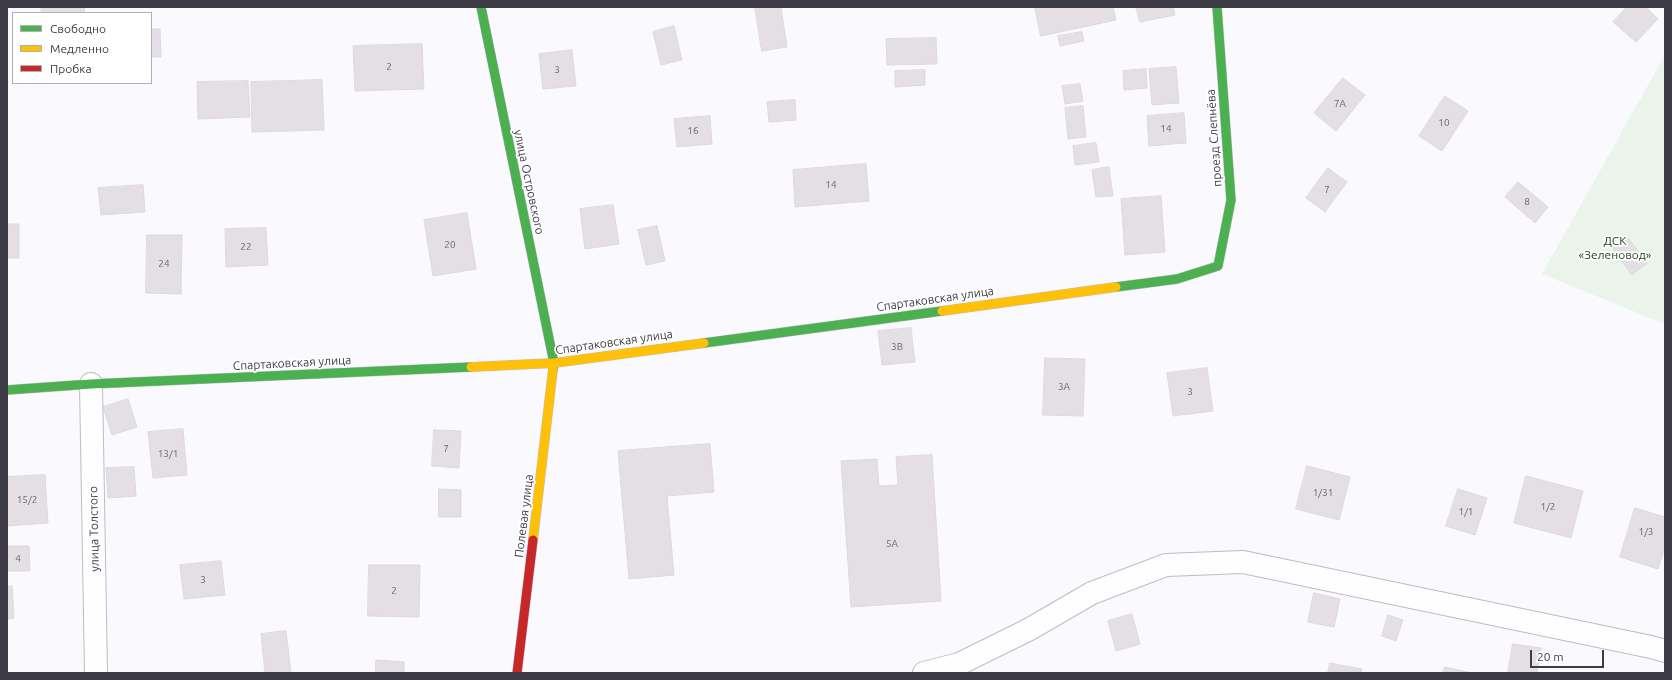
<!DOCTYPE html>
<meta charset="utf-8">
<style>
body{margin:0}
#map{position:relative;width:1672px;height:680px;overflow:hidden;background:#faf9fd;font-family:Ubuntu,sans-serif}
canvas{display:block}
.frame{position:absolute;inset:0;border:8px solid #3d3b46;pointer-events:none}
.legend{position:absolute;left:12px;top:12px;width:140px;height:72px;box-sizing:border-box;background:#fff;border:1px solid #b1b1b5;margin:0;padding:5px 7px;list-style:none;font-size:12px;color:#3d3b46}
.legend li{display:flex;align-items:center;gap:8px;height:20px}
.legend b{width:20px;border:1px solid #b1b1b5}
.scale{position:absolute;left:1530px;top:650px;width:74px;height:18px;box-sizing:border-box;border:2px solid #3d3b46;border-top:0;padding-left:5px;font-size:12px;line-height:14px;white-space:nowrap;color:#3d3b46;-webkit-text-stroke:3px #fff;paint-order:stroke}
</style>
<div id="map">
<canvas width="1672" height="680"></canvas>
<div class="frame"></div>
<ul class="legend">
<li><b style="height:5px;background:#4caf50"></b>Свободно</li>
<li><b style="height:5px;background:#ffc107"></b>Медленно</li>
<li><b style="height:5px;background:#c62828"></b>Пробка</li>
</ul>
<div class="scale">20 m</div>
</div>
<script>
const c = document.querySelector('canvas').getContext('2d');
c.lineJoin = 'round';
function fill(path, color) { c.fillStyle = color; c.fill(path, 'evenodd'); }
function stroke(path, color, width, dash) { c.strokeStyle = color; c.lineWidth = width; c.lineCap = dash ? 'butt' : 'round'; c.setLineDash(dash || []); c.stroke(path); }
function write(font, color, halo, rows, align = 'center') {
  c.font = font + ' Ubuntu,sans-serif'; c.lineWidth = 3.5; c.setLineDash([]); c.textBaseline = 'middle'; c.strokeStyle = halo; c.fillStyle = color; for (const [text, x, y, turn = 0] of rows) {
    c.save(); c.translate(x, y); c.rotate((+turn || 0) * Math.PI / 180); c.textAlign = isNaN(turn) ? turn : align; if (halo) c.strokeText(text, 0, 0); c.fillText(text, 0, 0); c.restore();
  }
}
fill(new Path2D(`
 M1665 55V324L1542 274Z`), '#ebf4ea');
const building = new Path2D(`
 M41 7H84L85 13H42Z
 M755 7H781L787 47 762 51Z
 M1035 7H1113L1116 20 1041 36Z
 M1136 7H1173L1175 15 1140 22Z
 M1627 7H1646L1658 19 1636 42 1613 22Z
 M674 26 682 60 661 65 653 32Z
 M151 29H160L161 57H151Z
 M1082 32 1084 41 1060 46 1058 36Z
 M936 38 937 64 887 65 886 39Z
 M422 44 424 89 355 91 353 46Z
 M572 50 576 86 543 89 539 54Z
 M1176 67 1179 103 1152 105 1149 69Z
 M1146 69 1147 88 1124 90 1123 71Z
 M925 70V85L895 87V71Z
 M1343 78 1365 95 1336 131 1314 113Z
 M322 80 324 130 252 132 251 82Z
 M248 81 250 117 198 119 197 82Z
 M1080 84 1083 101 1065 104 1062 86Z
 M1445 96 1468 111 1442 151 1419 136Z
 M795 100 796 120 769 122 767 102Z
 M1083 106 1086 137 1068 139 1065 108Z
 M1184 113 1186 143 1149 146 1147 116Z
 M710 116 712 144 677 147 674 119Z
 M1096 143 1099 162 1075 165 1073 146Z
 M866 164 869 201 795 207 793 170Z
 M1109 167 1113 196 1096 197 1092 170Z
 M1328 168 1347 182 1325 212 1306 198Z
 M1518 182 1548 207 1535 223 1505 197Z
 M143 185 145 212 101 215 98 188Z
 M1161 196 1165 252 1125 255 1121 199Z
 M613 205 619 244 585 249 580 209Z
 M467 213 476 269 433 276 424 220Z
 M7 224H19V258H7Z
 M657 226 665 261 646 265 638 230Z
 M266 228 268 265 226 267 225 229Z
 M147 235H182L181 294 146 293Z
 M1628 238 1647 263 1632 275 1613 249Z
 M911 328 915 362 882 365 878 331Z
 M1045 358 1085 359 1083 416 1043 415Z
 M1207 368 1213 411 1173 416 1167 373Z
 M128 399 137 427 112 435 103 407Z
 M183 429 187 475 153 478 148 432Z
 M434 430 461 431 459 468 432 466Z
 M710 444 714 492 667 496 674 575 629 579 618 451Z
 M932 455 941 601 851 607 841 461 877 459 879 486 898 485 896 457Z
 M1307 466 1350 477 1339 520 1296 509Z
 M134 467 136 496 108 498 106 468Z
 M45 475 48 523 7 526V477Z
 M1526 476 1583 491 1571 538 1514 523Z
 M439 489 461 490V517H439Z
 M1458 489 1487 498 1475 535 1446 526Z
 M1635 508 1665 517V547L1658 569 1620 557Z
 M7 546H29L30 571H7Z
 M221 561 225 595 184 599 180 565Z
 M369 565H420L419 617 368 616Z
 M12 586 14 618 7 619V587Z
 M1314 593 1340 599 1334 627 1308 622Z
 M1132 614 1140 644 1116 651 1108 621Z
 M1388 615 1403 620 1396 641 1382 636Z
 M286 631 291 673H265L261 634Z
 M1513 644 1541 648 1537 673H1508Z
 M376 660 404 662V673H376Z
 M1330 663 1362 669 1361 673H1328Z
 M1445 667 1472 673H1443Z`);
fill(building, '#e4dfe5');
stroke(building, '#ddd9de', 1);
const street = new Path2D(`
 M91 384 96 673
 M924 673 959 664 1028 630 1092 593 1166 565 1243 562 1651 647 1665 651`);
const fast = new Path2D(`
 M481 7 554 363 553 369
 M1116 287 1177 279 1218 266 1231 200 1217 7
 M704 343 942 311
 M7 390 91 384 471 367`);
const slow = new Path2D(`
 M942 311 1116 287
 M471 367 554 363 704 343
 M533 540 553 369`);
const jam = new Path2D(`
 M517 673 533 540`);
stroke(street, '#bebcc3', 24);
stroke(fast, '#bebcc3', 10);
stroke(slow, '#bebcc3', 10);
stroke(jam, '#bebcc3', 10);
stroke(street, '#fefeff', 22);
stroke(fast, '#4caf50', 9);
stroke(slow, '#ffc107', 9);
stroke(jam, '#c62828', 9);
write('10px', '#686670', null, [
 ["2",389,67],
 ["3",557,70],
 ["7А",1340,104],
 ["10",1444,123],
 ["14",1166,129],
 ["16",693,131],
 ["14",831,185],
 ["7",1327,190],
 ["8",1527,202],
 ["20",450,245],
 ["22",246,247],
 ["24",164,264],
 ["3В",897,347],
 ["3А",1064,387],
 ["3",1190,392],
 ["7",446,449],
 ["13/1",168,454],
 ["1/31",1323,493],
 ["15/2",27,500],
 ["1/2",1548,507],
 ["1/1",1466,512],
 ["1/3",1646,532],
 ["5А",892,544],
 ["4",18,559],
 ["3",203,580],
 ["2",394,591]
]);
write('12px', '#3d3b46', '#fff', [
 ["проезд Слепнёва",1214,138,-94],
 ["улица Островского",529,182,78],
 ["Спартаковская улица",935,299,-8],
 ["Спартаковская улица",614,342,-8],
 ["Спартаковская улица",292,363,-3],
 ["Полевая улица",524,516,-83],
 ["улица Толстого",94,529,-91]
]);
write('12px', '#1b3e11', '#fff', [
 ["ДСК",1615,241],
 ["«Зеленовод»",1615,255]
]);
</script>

•••

Write out again, exactly, only the lines from the beginning of the material above to the line that holds "c.font = font", both ends included, and no pictures.

<!DOCTYPE html>
<meta charset="utf-8">
<style>
body{margin:0}
#map{position:relative;width:1672px;height:680px;overflow:hidden;background:#faf9fd;font-family:Ubuntu,sans-serif}
canvas{display:block}
.frame{position:absolute;inset:0;border:8px solid #3d3b46;pointer-events:none}
.legend{position:absolute;left:12px;top:12px;width:140px;height:72px;box-sizing:border-box;background:#fff;border:1px solid #b1b1b5;margin:0;padding:5px 7px;list-style:none;font-size:12px;color:#3d3b46}
.legend li{display:flex;align-items:center;gap:8px;height:20px}
.legend b{width:20px;border:1px solid #b1b1b5}
.scale{position:absolute;left:1530px;top:650px;width:74px;height:18px;box-sizing:border-box;border:2px solid #3d3b46;border-top:0;padding-left:5px;font-size:12px;line-height:14px;white-space:nowrap;color:#3d3b46;-webkit-text-stroke:3px #fff;paint-order:stroke}
</style>
<div id="map">
<canvas width="1672" height="680"></canvas>
<div class="frame"></div>
<ul class="legend">
<li><b style="height:5px;background:#4caf50"></b>Свободно</li>
<li><b style="height:5px;background:#ffc107"></b>Медленно</li>
<li><b style="height:5px;background:#c62828"></b>Пробка</li>
</ul>
<div class="scale">20 m</div>
</div>
<script>
const c = document.querySelector('canvas').getContext('2d');
c.lineJoin = 'round';
function fill(path, color) { c.fillStyle = color; c.fill(path, 'evenodd'); }
function stroke(path, color, width, dash) { c.strokeStyle = color; c.lineWidth = width; c.lineCap = dash ? 'butt' : 'round'; c.setLineDash(dash || []); c.stroke(path); }
function write(font, color, halo, rows, align = 'center') {
  c.font = font + ' Ubuntu,sans-serif'; c.lineWidth = 3.5; c.setLineDash([]); c.textBaseline = 'middle'; c.strokeStyle = halo; c.fillStyle = color; for (const [text, x, y, turn = 0] of rows) {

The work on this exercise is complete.